Dans la mesure où l’information diffusée à l’actionnaire provient des
systèmes internes de reporting, si l’investisseur est suffisamment influent, il
est probable qu’il exerce une pression sur le rôle de pourvoyeur d’informations
du contrôleur de gestion.
Au terme de cette revue de littérature, nous pensons que la volonté des
investisseurs d’obtenir des informations de qualité, et le souci des dirigeants
de les satisfaire, vont probablement dans le sens du renforcement du contrôleur
de gestion comme coordinateur, intégrateur et pourvoyeur d’informations pour le
compte de la direction générale. C’est ce que nous avons voulu rechercher lors
de l’étude terrain.
2. L’évolution du métier de
contrôleur de gestion sous la pression financière : étude empirique
L’objectif de
cette étude est d’appréhender l’influence des exigences des investisseurs
institutionnels sur les deux facettes du métier de contrôleur de gestion mises
en évidence par la revue de littérature. Une telle étude vise à répondre à
l’expression d’un manque identifié par Bushman et Smith (2001). Ces auteurs
indiquent ainsi « un lien possible entre reporting interne et externe, l’information
de gestion représentant une variable potentiellement omise bien que corrélée
dans la communication financière ». Nous tentons ainsi d’ouvrir la boîte
noire de la constitution au sein de l’entreprise des informations et messages
diffusés à l’extérieur.
Afin
d’explorer la question en profondeur, nous avons choisi de nous concentrer sur
un échantillon limité de cas. Notre choix s’est porté sur des entreprises
cotées françaises dont le capital est pour partie possédé par des investisseurs
institutionnels, et de préférence de grande taille, en supposant que ces
entreprises ont plus de chance que les autres de répondre aux exigences des
investisseurs institutionnels. A cet effet, nous avons sélectionné des entreprises
du CAC40, dont les responsables financiers ont bien voulu nous accorder un
entretien. Au sein de ce premier échantillon, nous avons choisi d’étudier plus
particulièrement dans le cadre de cet article trois cas d’entreprises cotées
mettant en œuvre des pratiques de communication volontaires et actives, afin de
percevoir et d’interpréter le rôle joué par le contrôleur de gestion dans ses
pratiques, et l’impact de l’investisseur sur les pratiques de contrôle.
Pour chacun
de ces cas, nous avons rencontré le
directeur financier ou DG du groupe, le contrôleur de gestion groupe et le responsable
des relations investisseurs (RI) (caractéristiques des cas et listes des
personnes rencontrées en annexe A). Nous avons pu également, malgré la
confidentialité qui entoure ces pratiques, assister à une réunion privée afin
d’observer de manière non participante l’organisation de telles réunions et les
messages échangés. Lors des entretiens, afin de ne pas obtenir de discours
convenu, nous n’avons pas d’emblée annoncé à nos interlocuteurs que nous
cherchions à comprendre l’influence des pratiques de communication sur les systèmes
de contrôle. Nous avons mené des entretiens semi-directifs (guide d’entretiens
en annexe B) sur les caractéristiques de la communication financière et
l’organisation interne mise en œuvre pour construire l’information. En
discutant de la fiabilité et de la pertinence des messages délivrés, nos
interlocuteurs arrivaient naturellement au rôle du contrôleur de gestion dans
ce processus.
Les données
recueillies, enregistrées et retranscrites intégralement, ont été analysées en
deux temps : analyse de chaque cas individuellement, avec fiche
récapitulative des thèmes abordés et mise en évidence de l’implication du
contrôleur de gestion dans la constitution de l’information diffusée aux investisseurs.

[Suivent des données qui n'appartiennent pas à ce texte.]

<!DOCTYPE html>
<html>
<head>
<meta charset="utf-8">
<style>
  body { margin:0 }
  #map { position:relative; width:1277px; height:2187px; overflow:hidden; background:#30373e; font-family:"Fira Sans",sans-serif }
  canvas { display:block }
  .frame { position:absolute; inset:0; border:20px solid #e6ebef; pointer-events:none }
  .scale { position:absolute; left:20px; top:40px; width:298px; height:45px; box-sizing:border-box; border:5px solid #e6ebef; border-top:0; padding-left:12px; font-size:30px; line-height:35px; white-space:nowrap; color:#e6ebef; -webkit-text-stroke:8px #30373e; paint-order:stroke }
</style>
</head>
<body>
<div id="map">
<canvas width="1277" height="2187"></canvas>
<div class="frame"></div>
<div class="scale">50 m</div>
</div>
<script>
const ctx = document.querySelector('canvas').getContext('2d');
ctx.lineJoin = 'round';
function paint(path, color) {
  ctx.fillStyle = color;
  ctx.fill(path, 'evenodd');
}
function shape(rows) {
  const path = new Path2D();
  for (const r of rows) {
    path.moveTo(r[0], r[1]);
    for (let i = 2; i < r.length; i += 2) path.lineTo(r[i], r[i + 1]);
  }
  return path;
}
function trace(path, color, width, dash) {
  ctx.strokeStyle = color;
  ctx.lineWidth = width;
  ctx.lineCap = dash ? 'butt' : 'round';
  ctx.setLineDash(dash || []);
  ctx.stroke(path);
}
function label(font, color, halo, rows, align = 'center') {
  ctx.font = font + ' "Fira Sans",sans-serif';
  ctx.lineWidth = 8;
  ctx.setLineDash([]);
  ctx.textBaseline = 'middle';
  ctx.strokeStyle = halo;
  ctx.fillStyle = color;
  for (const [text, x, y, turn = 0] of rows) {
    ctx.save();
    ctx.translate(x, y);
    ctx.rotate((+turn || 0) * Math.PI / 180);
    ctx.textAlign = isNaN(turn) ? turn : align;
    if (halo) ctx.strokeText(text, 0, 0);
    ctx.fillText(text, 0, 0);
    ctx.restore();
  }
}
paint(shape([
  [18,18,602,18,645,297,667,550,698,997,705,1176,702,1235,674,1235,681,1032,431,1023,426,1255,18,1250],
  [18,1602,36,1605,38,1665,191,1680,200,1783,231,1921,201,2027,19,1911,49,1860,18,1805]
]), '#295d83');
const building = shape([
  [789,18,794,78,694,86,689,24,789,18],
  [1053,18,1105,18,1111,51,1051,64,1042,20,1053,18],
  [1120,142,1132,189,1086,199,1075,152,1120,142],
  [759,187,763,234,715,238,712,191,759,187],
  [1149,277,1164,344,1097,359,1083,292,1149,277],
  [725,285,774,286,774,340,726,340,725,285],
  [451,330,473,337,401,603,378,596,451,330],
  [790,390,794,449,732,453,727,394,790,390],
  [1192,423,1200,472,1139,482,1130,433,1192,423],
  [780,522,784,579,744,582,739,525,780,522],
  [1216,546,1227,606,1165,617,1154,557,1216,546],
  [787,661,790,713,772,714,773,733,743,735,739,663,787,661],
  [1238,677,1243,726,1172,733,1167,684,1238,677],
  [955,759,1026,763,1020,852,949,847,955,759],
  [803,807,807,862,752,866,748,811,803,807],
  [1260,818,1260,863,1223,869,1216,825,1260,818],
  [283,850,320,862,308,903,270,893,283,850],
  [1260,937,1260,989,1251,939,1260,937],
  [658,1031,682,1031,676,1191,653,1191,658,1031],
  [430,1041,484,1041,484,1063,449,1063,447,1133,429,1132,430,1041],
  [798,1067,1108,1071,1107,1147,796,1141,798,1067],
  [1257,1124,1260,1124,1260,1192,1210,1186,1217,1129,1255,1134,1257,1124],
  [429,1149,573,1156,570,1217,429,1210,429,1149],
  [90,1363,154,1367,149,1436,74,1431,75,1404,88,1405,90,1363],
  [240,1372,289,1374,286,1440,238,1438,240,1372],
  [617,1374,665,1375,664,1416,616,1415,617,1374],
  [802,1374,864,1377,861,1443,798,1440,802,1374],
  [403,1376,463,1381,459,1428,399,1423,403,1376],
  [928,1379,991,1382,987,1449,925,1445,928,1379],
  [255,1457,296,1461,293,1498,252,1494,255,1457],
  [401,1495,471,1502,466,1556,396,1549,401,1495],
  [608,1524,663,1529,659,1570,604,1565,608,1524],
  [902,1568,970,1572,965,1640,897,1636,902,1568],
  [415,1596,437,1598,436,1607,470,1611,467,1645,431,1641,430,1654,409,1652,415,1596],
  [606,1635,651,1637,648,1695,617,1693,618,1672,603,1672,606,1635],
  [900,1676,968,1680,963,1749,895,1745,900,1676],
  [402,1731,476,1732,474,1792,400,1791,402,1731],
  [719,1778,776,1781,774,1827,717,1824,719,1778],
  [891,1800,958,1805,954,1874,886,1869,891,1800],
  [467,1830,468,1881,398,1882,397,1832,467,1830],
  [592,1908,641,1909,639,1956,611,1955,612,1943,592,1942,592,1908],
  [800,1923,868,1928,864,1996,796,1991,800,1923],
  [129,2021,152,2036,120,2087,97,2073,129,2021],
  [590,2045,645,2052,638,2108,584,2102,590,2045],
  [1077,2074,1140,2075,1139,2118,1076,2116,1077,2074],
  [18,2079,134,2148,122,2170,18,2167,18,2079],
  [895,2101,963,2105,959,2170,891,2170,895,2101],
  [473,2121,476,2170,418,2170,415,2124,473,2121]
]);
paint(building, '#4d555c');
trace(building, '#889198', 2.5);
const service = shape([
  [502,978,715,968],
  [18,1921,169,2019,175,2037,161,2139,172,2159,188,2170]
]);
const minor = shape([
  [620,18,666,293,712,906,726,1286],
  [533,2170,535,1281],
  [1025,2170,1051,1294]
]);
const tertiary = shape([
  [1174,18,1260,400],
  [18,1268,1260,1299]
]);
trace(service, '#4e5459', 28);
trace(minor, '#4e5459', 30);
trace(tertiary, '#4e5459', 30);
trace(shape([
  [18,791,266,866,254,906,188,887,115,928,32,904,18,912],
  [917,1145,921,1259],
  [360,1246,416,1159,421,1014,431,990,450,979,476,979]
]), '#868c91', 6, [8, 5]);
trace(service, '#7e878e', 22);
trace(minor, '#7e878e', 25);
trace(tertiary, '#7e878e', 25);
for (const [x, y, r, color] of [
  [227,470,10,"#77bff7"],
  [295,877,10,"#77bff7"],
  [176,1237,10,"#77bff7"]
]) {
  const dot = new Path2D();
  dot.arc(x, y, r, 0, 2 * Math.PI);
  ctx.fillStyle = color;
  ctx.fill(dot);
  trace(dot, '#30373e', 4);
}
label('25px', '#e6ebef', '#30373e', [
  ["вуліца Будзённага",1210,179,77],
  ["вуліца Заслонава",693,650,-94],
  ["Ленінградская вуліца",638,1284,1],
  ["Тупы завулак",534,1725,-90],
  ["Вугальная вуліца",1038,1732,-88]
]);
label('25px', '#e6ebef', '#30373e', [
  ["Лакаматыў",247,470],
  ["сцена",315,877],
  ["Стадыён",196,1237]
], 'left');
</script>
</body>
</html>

L’émergence de caractéristiques communes a permis dans un deuxième temps une
analyse transversale de contenu. Au terme de cette analyse, nous avons cherché
à interpréter dans quelle mesure ces pratiques de communication financière
impacte les pratiques internes de contrôle de gestion, et donc l’acteur
principal de ces pratiques, le contrôleur de gestion. Nous présentons ces
résultats dans la suite de l’article.
2.1 Des pratiques de
communication financière volontaires et actives qui impactent nécessairement
les systèmes internes de reporting
Les trois cas
d’entreprises étudiées se distinguent par une communication volontaire et
active. Il est question d’une vraie relation de partenariat et d’échanges. Les
investisseurs cherchent à obtenir des informations qui les renseignent sur les
performances de leur placement. Ils en obtiennent grâce à des relations
continues d’influence :
« C’est vrai que, quand on leur ouvre les portes d’un centre
de recherche par exemple, on construit sur la confiance et la crédibilité parce
qu’on leur donne accès à un certain nombre d’informations.» (E9RI)
En retour,
ils font partager aux dirigeants leur connaissance du secteur, leur propre
vision stratégique, leur propre vécu. L’actionnaire joue un rôle de miroir face
au dirigeant qui est seul face à ces décisions.
« Ils nous connaissent bien oui, ils peuvent nous
« challenger » sur certains points.» (E5RI)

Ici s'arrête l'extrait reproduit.